To navigate trucking & material shortages, we have to agree that “five” can be greater than “ten”
POP QUIZ:
• Plant 1 has 300 tons of cement on hand and 500 tons of capacity
• Plant 2 has 75 tons of cement on hand also with 500 tons of capacity
Which plant needs the cement?
We may look at the above scenario and think that Plant 2 needs the cement because after all…. it’s 425 tons down or it’s only 15 percent full. Meanwhile, plant 1 has “plenty” of cement. But if we automatically think it’s Plant 2, we’re missing an opportunity and could be unnecessarily straining our already strained material supply.
What if I use the same two plants and change the way I look at it?
• Plant 1 has 1.5 hours of cement on hand
• Plant 2 has 18 hours of cement on hand
Now which plant needs the cement?
We’re an industry that deals in time. Yes, volume is king but our day-to-day lives are run by measuring time. How fast do they want it delivered? That’s cubic yards per hour. How efficient are we? That’s yards per driver hour. How is the plant running? Well, how many yards per hour is the plant producing? How many hours are our drivers working? How many hours can they take off and what time can they be back tomorrow? Engine hours, how old is the concrete, the spec is 90 minutes, etc.
So why wouldn’t we take all of this “time” and apply it to our material orders? Especially given we have a finite number of loads available every day which increases the pressure to eliminate wasted loads.
– BACK TO OUR POP QUIZ –
Does Plant 2 need the cement? The most popular answer in every supply chain and logistics scenario is “that depends.” And here, yes, that depends. To truly answer that question, we need a few more data points, beyond “How much do I have” or “Will the load fit?” We need to combine those two questions with:
1. How much cement is the plant going to use?
2. How fast is the plant going to use it?
Now the equation got a little more complex. But put those 4 data points together and you start to get a true look at your inventory.
“Why are we sending a load to a plant that has enough cement to last until Wednesday?”
That question was asked one time many years ago when I was managing dispatch and it always stuck with me. It stuck with me because across town, at the same time, I had a batch plant operator getting a little nervous about his cement supply. Now multiply that by 20 plants. I probably “needed” 80 loads of cement that day in total and was given 60. Meanwhile, orders were moving, plants going down, orders growing, some were shrinking, etc. This was just a typical busy day…not one of those four-alarm fires we’ve been through.
What this demonstrates in the context of our little pop quiz is simple and shows why we need to look at our inventory replenishment differently. Bottom line: if the low-level plant has a slow day tomorrow and we are on cement allocation or bulk trucks are tight, why would we want to take one of these constrained resources and put it there? On the other hand, the higher level plant may appear to have “plenty” of cement, but if it’s pouring a high sack content mix and the plant is producing at a high rate per hour… the definition of “plenty” changes fairly quickly. When you factor time into the equation, 75 tons of cement is actually “more” than 300 tons of cement.

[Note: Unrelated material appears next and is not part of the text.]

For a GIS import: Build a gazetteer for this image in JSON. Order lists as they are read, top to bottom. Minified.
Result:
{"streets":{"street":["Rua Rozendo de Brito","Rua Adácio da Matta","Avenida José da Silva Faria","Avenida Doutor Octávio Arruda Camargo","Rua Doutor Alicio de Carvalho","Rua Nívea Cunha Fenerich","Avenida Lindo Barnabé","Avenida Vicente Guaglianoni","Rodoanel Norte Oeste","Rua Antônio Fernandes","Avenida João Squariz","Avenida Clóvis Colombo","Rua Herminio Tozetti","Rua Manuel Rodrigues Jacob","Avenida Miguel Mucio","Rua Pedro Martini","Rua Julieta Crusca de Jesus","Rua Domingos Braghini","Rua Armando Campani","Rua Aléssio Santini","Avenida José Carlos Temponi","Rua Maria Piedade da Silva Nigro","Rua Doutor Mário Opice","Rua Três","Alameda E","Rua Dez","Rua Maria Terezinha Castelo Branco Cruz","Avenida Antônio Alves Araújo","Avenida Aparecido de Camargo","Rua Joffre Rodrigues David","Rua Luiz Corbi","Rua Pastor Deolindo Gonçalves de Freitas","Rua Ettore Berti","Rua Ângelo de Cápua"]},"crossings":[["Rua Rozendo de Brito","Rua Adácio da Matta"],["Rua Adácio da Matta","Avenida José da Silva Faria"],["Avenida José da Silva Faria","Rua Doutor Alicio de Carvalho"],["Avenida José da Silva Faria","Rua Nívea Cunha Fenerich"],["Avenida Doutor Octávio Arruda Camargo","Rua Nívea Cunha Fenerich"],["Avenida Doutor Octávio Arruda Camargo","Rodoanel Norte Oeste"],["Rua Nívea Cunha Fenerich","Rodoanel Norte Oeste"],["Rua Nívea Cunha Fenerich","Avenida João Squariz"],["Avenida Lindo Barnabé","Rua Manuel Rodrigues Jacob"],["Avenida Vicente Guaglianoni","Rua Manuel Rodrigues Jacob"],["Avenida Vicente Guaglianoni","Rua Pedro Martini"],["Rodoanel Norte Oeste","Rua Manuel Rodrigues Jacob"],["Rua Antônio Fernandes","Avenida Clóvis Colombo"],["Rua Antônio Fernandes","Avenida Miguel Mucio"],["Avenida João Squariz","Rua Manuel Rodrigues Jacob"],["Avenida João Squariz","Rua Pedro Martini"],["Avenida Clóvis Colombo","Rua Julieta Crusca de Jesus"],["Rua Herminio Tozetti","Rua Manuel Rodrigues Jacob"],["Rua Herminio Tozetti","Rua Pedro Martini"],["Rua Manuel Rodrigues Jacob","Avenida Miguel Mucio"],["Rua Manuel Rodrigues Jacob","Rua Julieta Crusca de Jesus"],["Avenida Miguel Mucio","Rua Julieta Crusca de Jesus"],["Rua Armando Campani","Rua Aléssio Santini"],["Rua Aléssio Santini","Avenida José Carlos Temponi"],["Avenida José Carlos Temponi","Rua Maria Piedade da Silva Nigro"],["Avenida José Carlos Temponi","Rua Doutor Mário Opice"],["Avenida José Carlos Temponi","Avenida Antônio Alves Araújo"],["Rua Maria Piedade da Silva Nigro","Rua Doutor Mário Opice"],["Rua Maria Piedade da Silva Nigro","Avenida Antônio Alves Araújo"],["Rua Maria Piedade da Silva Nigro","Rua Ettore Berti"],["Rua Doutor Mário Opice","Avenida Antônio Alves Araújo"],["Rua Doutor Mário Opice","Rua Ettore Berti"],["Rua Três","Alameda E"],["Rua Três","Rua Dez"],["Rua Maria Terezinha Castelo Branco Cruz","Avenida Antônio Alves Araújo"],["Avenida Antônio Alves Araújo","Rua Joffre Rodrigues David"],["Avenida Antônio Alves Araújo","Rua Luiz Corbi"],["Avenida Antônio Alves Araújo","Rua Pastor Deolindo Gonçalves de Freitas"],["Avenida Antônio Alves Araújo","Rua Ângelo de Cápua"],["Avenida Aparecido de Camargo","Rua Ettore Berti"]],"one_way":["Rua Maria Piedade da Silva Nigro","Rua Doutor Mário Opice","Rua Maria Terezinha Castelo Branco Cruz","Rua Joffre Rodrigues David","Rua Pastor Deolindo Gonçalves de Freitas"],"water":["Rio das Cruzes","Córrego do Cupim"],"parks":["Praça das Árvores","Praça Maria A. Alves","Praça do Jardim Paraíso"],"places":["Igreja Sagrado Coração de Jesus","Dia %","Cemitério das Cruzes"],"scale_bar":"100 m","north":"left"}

In our day to day, most of us already know the answers to the “data points” I’ve raised. And there are already ways to monitor all of this, reports you can pull in your dispatch system, plants you can call to get inventory updates, access to tracking screens to watch how orders change throughout the day…but doing that effectively for 10, 30, 50 plants is nearly impossible because we’re planning a day for demand that changes by the minute.
Servicing our industry for over 40 years, the pain points of our industry are Sysydne’s focus. The single database between Sysdyne CloudBatch™ and dispatch consolidated the data sources. The BI dashboard built on top of the consolidated data provides real-time visibility of the material demand and inventory by the hour. A dispatch manager can get his inventory level for 10, 30, 50, or more plants at a glance and prioritize the material delivery accordingly.
Re-prioritizing our plants based on looking at inventory in terms of hours versus tons will allow us to weather this material crunch because it allows us to better place our material loads. We can make the same concrete or even grow our concrete deliveries with fewer loads of cement. We can take pressure off our supply chain, haul more loads with our bulk trucks, cut back on the need for 3rd party haulers, and improve our inventory management. We can INCREASE capacity in an industry that is stretched to its limit. We just need to use our existing capacity a little better and changing the way we look at ready-mix raw material inventory is a good first step.